Ist in Deutschland leider nicht sehr populär. 
Die Briten wissen wie's geht:
...
_So always look on the bright side of death!
Just before you draw your terminal breath.
Life's a piece of shit,
When you look at it.

Life's a laugh and death's a joke, it's true,
You'll see it's all a show,
Keep 'em laughing as you go.
Just remember that the last laugh is on you! _
 

Thb


----------



## Adrenalino (16. September 2004)

@Thunderbird
Guter Konter!   Man darf eben nicht alles so bierernst nehmen, selbst den Tod nicht!
Aber wie schon erwähnt, typisch deutsch.

@GroßerNagus
"Hirnlose Idioten" sind die, die ohne Rücksicht auf Verluste die Wege runterknallen und Spaziergänger&Wanderer jagen, jedoch nicht Biker die einen Toten finden (was sie zu dem Zeitpunkt ja nicht wussten) und daraufhin Rettungskräfte alarmieren wollen!

@all
Na, laut Wetterbericht wirds wohl doch eher ne Hitzeschlacht als Schlammschlacht....bis zu 29° am Wochenende!!!!  Jippie!!


----------



## alex75 (16. September 2004)

@all

Wer von euch kommt denn am Samstag zur 'Pasta-Party' bzw. Streckenvorstellung?


Gruss Alexander


----------



## Scandium (17. September 2004)

Zum Wetter am Renn-Wochenende:
Am Samstag: super! viel Sonne und bis 25 Grad C.  
Am Sonntag: leider nicht mehr so schön und warm;   max 21 Grad und gegen Nachmittag sind Schauer möglich. Aber bis dahin sind wir hoffentlich im Ziel.  
Gruß Georg


----------



## andithebrain (17. September 2004)

Muss leider meine Teilnahme am So absagen, da ich nach meinem Sturz am Sa den Lenker immer noch nicht richtig halten kann. Euch wünsche ich trotzdem viel Spaß.
Andi


----------



## frank o (17. September 2004)

abrunner schrieb:
			
		

> @all
> 
> Wer von euch kommt denn am Samstag zur 'Pasta-Party' bzw. Streckenvorstellung?
> 
> ...




Also, ich komme Samstag so gegen 15:00 mal vorbei, meine rote Laterne für den Sonntag abholen   
Wär ja nett, wenn man den einen oder anderen hier aus dem Forum mal in persona kennenlernen könnte. Aber wer hat schon sein Avatar aufs Hemd gedruckt?

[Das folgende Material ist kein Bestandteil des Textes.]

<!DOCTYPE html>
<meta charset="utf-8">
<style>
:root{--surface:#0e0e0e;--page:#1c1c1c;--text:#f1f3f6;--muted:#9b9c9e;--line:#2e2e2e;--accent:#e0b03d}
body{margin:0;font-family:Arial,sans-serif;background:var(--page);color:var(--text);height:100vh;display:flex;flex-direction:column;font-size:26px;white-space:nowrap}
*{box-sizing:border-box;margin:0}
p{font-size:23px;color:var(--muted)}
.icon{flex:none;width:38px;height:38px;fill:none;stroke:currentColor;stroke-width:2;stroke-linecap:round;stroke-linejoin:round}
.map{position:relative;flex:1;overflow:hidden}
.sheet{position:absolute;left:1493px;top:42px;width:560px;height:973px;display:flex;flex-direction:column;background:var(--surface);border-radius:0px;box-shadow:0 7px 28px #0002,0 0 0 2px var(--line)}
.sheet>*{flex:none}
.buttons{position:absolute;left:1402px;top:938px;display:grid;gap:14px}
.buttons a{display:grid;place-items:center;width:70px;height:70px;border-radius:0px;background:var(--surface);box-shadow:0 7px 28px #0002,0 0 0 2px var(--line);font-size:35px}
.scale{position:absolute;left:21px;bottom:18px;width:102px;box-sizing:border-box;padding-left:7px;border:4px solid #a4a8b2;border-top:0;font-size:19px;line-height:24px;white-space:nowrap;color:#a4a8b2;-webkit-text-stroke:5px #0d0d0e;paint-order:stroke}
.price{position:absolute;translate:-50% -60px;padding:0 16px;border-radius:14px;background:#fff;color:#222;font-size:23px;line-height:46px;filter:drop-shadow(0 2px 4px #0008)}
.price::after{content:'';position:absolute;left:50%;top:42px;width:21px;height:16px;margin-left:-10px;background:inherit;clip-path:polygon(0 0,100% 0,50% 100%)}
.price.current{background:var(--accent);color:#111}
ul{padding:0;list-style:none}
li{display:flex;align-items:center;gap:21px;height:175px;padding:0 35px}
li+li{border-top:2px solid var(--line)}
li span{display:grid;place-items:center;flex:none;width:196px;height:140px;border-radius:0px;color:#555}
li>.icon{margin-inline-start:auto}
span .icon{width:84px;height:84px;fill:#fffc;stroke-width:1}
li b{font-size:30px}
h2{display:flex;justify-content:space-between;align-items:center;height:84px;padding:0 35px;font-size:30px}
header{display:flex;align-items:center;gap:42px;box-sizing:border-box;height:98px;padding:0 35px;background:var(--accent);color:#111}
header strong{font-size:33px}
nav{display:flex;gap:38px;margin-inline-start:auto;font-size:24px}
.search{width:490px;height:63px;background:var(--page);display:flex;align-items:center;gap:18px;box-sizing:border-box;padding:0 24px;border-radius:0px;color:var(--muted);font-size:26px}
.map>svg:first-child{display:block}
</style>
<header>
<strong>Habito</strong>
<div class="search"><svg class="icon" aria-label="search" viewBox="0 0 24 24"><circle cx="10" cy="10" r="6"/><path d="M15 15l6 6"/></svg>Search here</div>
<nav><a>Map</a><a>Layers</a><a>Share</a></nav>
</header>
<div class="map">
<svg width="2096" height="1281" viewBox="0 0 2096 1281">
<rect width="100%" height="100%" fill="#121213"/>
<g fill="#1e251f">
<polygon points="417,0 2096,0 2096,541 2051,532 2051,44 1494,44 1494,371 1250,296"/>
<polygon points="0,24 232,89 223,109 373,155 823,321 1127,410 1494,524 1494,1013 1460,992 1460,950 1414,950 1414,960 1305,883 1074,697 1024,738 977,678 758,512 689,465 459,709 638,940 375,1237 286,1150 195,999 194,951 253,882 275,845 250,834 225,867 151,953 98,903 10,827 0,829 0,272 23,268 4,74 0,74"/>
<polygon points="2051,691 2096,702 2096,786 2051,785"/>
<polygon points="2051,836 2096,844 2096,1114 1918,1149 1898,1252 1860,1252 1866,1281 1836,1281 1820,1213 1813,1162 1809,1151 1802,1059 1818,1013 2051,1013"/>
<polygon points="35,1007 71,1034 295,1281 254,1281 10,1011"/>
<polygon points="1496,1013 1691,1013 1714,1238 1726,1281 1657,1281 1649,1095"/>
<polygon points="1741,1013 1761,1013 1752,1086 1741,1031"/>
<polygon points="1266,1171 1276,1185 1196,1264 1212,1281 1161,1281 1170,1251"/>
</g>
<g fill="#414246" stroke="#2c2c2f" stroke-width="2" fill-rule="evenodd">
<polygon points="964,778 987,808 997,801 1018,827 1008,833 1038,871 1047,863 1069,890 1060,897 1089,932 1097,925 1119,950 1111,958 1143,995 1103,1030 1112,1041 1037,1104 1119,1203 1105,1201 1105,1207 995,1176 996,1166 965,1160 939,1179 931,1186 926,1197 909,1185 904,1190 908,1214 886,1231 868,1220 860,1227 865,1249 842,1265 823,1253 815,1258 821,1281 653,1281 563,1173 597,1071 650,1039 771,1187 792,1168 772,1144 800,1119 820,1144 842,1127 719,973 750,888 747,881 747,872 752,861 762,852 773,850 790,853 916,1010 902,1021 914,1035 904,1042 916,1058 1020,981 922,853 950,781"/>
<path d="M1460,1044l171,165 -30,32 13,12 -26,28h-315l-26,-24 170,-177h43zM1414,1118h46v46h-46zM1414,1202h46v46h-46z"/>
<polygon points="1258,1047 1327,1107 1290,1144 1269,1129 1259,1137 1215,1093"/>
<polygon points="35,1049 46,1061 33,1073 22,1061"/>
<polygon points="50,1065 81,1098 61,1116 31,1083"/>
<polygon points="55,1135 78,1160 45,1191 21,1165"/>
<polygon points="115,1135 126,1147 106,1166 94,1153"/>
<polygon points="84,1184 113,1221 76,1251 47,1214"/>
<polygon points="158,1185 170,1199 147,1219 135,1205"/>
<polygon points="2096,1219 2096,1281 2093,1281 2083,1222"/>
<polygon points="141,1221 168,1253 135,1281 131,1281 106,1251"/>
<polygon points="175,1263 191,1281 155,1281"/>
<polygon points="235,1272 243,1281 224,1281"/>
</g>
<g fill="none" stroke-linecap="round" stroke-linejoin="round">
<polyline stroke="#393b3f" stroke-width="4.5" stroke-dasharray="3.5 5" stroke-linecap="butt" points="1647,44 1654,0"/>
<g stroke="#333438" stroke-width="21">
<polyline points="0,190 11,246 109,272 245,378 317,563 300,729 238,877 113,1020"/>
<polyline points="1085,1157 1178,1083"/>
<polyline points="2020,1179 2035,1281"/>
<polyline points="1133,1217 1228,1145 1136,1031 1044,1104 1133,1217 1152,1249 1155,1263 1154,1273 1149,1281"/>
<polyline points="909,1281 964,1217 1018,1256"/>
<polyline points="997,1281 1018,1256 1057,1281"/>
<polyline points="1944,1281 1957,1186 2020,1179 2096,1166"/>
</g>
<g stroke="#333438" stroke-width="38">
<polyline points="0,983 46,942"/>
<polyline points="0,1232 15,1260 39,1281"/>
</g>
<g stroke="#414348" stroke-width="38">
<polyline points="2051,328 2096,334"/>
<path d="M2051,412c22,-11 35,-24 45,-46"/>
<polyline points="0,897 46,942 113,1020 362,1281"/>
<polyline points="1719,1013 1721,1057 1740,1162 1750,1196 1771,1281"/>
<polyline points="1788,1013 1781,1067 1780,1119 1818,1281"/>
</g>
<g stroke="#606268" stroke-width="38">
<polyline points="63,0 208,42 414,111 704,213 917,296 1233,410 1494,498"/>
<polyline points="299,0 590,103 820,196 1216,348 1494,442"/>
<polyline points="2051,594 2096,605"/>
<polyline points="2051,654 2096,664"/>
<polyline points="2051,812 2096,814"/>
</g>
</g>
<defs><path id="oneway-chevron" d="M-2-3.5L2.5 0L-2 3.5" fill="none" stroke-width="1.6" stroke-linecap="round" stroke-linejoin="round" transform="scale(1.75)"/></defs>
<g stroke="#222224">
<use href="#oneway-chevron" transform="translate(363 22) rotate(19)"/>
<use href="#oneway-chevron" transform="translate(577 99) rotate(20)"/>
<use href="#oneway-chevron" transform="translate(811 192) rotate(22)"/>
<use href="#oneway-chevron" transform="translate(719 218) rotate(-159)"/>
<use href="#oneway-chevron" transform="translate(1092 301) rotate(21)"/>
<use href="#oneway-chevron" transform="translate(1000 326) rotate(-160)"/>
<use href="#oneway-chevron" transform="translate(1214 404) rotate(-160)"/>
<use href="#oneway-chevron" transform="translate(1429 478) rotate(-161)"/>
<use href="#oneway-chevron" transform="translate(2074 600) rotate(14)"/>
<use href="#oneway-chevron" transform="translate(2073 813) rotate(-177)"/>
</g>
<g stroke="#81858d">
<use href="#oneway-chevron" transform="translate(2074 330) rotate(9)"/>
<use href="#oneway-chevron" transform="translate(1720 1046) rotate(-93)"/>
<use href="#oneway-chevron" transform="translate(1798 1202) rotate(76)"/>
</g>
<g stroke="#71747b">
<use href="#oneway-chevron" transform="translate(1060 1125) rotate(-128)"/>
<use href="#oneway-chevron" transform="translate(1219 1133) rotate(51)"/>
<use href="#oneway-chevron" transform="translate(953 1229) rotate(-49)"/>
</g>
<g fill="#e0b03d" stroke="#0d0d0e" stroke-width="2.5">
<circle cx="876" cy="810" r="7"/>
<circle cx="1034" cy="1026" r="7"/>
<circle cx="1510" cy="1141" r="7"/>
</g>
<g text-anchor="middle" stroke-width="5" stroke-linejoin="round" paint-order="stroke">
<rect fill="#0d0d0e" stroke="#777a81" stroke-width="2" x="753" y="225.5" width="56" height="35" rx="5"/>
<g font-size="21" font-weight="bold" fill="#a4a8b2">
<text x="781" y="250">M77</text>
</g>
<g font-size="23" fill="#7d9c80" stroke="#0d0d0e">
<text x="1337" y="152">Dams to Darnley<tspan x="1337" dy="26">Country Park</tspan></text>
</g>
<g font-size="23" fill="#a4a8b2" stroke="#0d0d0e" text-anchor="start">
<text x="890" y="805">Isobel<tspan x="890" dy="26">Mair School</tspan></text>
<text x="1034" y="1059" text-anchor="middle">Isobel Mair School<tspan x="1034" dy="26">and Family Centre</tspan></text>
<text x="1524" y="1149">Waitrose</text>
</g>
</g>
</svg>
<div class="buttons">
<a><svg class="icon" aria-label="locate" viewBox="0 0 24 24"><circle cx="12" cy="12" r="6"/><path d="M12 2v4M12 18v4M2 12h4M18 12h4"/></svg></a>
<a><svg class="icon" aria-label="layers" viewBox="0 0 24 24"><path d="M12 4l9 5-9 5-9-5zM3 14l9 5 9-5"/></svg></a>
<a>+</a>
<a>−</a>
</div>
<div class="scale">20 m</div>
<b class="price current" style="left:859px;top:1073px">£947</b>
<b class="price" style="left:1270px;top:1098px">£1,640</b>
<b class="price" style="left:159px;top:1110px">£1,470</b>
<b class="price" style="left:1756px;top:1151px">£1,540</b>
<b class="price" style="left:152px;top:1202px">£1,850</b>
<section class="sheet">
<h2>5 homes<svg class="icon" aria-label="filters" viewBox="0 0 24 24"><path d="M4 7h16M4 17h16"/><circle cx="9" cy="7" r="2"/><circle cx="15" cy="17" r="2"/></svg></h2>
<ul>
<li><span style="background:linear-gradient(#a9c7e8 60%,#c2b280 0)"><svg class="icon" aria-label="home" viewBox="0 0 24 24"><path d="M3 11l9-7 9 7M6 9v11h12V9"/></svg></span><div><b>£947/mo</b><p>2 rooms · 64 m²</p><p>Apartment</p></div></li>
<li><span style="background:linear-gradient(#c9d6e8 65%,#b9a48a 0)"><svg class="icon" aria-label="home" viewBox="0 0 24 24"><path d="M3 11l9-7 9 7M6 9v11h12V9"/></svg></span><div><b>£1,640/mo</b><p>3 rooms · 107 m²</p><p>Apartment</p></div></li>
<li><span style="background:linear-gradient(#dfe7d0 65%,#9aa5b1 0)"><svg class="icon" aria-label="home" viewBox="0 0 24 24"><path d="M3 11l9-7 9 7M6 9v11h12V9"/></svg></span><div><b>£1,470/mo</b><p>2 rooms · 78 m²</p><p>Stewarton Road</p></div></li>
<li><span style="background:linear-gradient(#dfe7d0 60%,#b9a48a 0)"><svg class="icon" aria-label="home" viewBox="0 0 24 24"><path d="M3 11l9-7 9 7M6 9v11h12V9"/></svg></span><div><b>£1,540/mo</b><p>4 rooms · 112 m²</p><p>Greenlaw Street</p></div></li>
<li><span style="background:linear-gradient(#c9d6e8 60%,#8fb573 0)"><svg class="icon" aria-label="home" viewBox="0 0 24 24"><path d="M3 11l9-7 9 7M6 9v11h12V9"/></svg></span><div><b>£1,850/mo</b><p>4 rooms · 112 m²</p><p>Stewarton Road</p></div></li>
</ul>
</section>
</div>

Gruss und bis morgen, ich bin der mir der roten Laterne, das wisst ihr ja inzwischen. Frank


----------



## Thunderbird (17. September 2004)

Starterlisten gibt's keine?
Hat jemand eine Ahnung, wie viele die Langstrecke fahren?
Mich interessiert vor allem die ungefähre Anzahl der
Teilnehmer bei der Hochschulmeisterschaft.

Thb


----------



## mischuwi (17. September 2004)

frank o schrieb:
			
		

> Aber wer hat schon sein Avatar aufs Hemd gedruckt?


 Also ich habe zumindest mich in mein Avatar  gedruckt!   Und mein Bike (Guckstu Fotos) sollte auch einen gewissen Wiedererkennungswert haben, weil nicht so häufig.



			
				frank o schrieb:
			
		

> Gruss und bis morgen, ich bin der mir der roten Laterne, das wisst ihr ja inzwischen. Frank


Wenn du die Langstrecke fährst leiste ich dir gerne Gesellschaft (zumindest die ersten beiden Runden).


----------



## mischuwi (17. September 2004)

Thunderbird schrieb:
			
		

> Mich interessiert vor allem die ungefähre Anzahl der
> Teilnehmer bei der Hochschulmeisterschaft.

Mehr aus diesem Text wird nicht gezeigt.